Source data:

'''

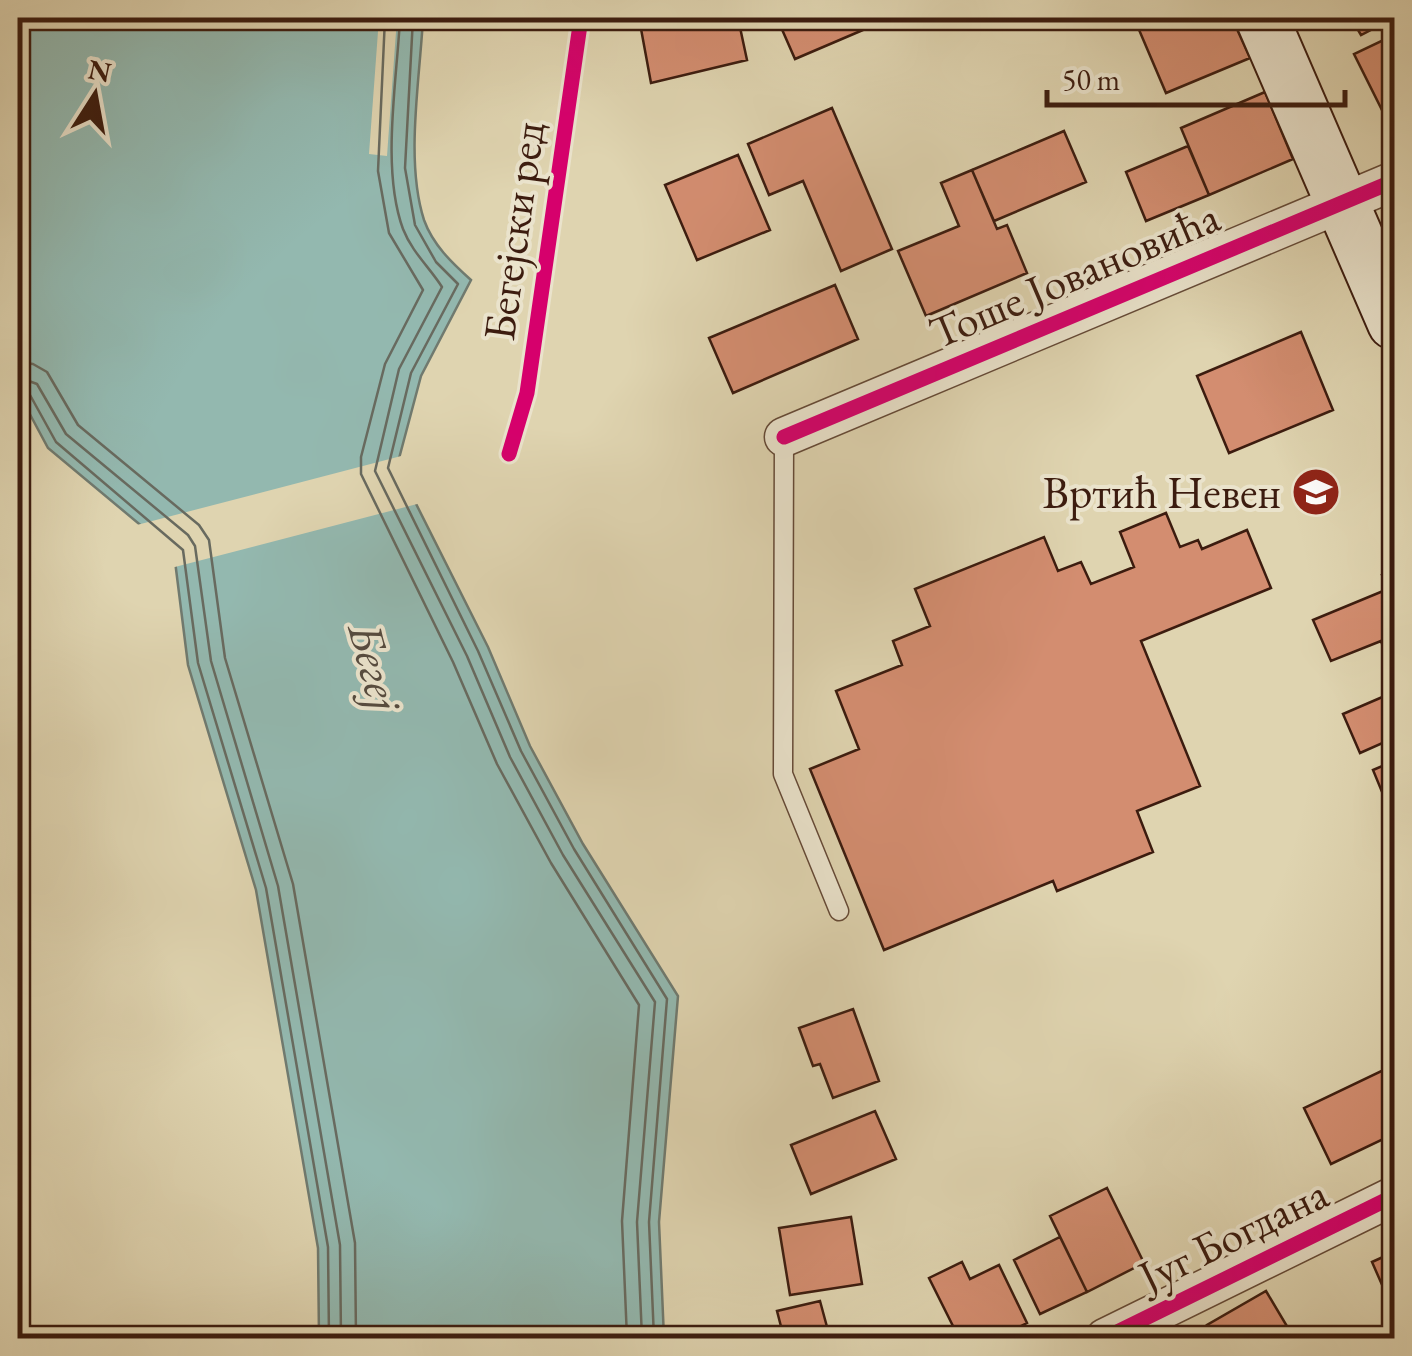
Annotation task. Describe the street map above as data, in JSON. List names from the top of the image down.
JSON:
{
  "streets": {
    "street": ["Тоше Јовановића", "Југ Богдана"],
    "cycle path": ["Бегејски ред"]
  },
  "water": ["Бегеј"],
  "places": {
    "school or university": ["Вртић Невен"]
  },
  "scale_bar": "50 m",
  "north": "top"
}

'''

What you should do » Keeping every word as it is, write out all the data and omit the pictures.

Worked solution »
Annotation task. Describe the street map above as data, in JSON. List names from the top of the image down.
JSON:
{
  "streets": {
    "street": ["Тоше Јовановића", "Југ Богдана"],
    "cycle path": ["Бегејски ред"]
  },
  "water": ["Бегеј"],
  "places": {
    "school or university": ["Вртић Невен"]
  },
  "scale_bar": "50 m",
  "north": "top"
}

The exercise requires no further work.